The Five Taxations 五勞 Part II

Awhile ago I started writing about the Five Taxations (五勞), a list of 5 damages caused by overuse or overexertion found in the Xuan Ming Wu Qi (Wide Promulgation of the Five Qi, Su Wen 23). The first was taxation of the Blood, so today I’ll continue with a short discussion of the second taxation.

After the discussion of blood, the Su Wen tells us that “lying down for a long time damages the Qi” (久臥傷氣). This is taxation that, according to Wang Bing, is associated with the Lung.

The Jing Mai Bie Lun (SW21) says, “The Lung invites the hundred vessels to have audience with it” (肺朝百脈). The Lung is the canopy that covers all the other viscera and bowels, and it is the Lung that orders the Qi movement in the body, which is why the Ling Lan Mi Dian Lun (SW8) says that order and moderation originate with the Lung (治節出焉). Remember, the Latter Heaven production of Qi starts with Spleen and Lung, but it is the Lung that orders the Qi, separating it into Ying and Wei, and then distributes it through all the channels and vessels.

When the Neijing says lying down for long periods of time, it means we are physically inactive. Physical movement moves the Qi, one of the main reasons why in Tung’s acupuncture we frequently combine physical movement with needle stimulation at the same time. When we don’t move enough, over time that alone will create stagnation in the Qi, and eventually this stagnation of Qi will go back to damage the Lung. Thus the Zhi Zhen Yao Da Lun (SW74) says, “All Qi oppression and stagnation, without exception they are associated with the Lung” (諸氣膹鬱,皆屬於肺). Damaged Lung and stagnation of Qi leads to vacuity taxation of the Qi.

One of the reasons exercises like Qigong are so effective is that they combine physical movement with regulated breathing, and therefore my first recommendation for damage to the Qi is Qigong, Taiji or other exercises that combine breathing with movement. In our weekly Qigong classes one of the first exercises we practice are forms that grasp and draw in the Qi of nature (採氣功). In my own body I know that if I am fatigued and my pulse is deep and weak, after Qigong practice not only do I feel refreshed, but my pulse will become stronger and more even throughout all the pulse positions.

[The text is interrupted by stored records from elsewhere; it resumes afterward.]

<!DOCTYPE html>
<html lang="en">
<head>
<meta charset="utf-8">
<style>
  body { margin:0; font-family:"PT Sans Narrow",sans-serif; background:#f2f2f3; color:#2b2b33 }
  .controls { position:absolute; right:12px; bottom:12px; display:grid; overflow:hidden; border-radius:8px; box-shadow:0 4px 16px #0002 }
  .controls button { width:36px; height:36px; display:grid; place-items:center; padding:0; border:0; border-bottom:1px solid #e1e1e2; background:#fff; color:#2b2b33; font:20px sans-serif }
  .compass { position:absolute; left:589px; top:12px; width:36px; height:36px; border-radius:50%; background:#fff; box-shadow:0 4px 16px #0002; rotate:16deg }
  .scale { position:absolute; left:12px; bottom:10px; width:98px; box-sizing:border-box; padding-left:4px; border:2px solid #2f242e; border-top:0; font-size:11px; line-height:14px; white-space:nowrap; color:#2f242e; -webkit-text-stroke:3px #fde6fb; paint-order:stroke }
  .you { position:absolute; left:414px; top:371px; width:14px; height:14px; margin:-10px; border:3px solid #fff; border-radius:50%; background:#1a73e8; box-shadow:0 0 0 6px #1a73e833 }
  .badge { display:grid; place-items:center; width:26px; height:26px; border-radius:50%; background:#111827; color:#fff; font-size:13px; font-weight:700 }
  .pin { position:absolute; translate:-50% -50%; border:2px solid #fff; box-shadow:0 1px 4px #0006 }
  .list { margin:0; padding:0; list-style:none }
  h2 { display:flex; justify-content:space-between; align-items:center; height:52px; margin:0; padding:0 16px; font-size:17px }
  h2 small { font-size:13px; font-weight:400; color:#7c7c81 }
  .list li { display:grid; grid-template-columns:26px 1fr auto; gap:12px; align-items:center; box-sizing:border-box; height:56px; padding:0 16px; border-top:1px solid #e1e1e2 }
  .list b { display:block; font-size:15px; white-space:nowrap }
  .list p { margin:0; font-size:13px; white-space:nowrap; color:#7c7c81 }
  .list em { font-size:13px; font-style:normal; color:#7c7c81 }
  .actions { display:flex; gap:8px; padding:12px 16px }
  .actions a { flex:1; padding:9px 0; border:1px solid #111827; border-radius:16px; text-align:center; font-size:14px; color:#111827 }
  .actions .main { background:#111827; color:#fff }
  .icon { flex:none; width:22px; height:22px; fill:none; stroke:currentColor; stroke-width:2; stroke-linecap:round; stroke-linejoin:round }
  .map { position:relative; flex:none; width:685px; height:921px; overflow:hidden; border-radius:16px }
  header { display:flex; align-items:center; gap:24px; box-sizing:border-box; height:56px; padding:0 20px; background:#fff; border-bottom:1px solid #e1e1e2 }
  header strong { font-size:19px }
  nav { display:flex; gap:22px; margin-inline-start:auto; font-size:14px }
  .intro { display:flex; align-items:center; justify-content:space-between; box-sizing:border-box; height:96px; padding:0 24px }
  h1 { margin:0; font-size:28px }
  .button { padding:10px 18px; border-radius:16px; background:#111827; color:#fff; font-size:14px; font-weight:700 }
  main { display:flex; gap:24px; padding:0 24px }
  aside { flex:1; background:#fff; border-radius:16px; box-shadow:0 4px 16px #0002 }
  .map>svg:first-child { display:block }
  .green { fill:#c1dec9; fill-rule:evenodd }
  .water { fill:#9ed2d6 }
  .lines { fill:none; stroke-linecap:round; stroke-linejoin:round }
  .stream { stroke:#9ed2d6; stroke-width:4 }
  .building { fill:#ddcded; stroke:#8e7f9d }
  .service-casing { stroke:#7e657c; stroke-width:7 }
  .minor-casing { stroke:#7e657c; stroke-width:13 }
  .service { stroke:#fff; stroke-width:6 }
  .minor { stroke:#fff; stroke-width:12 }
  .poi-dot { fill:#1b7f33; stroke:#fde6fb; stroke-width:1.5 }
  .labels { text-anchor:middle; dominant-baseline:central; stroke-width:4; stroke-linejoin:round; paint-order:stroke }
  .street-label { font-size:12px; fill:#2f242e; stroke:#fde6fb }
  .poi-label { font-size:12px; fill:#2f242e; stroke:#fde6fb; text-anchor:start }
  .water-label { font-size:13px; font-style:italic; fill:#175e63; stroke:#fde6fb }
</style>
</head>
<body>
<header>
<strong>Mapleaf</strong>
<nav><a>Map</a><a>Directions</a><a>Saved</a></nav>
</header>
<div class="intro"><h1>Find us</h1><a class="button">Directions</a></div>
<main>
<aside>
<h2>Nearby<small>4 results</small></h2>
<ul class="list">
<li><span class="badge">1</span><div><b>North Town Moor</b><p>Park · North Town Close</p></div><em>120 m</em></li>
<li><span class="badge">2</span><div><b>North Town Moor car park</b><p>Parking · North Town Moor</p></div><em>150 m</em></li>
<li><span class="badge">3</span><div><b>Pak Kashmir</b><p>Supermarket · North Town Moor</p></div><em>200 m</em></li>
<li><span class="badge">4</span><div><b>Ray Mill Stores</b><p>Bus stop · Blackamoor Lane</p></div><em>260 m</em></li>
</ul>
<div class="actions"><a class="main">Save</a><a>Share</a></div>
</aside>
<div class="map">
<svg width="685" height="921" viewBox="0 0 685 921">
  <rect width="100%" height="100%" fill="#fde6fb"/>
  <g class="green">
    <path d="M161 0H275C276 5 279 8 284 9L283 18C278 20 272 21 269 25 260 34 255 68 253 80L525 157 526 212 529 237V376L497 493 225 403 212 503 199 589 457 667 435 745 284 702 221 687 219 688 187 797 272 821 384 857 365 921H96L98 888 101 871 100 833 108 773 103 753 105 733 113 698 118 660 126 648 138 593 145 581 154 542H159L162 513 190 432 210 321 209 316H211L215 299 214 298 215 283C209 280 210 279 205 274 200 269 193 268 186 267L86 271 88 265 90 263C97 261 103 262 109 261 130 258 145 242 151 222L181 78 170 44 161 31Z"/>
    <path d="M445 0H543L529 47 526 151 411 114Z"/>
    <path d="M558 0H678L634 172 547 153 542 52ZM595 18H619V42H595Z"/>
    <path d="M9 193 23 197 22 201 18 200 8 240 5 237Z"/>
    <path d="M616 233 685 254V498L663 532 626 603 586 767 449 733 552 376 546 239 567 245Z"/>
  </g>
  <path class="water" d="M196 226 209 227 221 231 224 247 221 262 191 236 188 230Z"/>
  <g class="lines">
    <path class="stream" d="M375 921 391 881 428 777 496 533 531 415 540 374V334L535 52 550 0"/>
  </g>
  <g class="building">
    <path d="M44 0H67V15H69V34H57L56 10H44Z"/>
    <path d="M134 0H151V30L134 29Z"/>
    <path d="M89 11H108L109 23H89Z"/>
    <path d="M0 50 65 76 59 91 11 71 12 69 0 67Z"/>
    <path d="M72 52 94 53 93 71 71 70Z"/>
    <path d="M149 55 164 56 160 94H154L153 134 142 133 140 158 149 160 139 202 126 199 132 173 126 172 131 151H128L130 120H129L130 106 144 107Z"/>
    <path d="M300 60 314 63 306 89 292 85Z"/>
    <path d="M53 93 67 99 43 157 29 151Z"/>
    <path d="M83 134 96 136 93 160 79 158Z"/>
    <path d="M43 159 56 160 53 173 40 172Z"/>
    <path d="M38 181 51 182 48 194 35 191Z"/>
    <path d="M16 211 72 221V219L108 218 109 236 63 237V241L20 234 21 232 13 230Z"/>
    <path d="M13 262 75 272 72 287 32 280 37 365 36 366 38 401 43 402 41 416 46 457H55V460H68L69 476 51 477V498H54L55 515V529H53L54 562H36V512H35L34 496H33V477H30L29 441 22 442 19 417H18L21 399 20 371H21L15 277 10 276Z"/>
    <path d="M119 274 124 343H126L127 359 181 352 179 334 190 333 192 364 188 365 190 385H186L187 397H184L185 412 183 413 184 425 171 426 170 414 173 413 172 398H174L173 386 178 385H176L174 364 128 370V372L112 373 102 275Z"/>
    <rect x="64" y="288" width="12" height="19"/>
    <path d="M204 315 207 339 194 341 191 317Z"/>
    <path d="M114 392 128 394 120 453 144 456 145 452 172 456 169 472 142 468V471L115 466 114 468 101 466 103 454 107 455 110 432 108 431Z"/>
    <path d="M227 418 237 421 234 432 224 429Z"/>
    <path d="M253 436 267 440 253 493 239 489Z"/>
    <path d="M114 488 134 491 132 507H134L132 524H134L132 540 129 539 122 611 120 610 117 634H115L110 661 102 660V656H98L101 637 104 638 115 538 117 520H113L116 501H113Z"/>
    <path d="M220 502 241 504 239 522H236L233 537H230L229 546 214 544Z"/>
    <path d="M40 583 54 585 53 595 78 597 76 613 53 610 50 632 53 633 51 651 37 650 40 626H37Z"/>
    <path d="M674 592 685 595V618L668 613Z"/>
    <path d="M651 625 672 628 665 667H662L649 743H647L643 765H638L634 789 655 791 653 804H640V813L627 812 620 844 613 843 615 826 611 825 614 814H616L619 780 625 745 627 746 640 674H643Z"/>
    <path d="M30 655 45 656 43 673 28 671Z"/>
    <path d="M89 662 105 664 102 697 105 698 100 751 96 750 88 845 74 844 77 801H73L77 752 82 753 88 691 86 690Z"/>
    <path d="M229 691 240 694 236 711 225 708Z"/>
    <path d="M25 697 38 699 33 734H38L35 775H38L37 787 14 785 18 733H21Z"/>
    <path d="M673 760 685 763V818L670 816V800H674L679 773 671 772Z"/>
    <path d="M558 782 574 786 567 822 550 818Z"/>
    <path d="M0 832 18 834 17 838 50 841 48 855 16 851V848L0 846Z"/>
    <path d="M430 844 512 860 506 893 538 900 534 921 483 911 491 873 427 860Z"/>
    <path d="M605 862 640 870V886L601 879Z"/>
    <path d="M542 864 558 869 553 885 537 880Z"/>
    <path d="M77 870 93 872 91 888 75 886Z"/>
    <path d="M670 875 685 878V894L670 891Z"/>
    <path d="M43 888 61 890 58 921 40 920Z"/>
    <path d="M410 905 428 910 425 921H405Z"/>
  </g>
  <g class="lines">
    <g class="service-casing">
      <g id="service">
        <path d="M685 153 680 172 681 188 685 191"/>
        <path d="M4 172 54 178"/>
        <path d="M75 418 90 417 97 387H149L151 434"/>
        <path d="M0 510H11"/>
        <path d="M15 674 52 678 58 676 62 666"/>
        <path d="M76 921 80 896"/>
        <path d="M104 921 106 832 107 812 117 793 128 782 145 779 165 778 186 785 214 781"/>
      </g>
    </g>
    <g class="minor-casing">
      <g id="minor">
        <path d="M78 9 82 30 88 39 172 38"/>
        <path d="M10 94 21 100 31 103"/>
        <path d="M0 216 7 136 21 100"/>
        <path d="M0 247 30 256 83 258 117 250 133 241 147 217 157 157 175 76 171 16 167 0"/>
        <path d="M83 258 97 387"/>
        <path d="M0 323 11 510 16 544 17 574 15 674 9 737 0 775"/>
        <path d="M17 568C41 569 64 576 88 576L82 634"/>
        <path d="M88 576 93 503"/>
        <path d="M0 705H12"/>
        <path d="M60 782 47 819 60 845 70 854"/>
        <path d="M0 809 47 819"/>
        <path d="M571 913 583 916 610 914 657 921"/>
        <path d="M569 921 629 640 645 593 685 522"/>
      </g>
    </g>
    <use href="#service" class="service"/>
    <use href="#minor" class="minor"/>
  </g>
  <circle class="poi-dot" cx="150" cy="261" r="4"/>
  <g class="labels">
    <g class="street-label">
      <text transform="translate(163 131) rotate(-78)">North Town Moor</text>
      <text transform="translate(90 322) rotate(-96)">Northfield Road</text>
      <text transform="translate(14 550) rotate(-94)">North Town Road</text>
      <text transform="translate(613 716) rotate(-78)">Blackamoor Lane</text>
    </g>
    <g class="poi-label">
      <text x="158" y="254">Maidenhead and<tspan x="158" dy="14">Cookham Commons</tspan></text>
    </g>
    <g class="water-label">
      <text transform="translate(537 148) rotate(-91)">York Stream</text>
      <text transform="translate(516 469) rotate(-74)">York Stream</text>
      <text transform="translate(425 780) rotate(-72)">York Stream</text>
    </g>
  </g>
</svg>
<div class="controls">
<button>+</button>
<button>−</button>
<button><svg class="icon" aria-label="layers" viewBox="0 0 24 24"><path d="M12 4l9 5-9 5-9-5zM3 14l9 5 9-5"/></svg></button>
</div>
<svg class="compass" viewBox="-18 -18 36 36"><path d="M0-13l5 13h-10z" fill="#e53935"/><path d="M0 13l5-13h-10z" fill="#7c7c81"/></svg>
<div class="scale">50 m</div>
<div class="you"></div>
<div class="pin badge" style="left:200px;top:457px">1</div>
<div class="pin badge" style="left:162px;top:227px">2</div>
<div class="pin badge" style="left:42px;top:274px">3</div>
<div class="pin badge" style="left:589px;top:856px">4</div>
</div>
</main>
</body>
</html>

In terms of Tung’s acupuncture, one of the best points for the second of the Five Taxations is Huo Fu Hai 33.07. This point is located near Shou San Li LI-10, and it functions to expel wind and depurate the Lungs. In addition it supplements the Qi (and Blood) mainly through the Lung and Kidney Zang – everyone’s homework is to think about why that is the case. In Tung’s original book this point was the only one that he mentioned moxibustion for, and he said that moxa here enhances longevity. In my own clinic I typically apply direct rice-grain sized moxa to this point, and have patients use a tiger warmer to apply moxa at home. Aside from Huo Fu Hai, consider other points like Zheng Hui 1010.01, and the Zu Si Ma Dao Ma group (88.17, 18, 19), the main Dao Ma combination for the Lung Zang.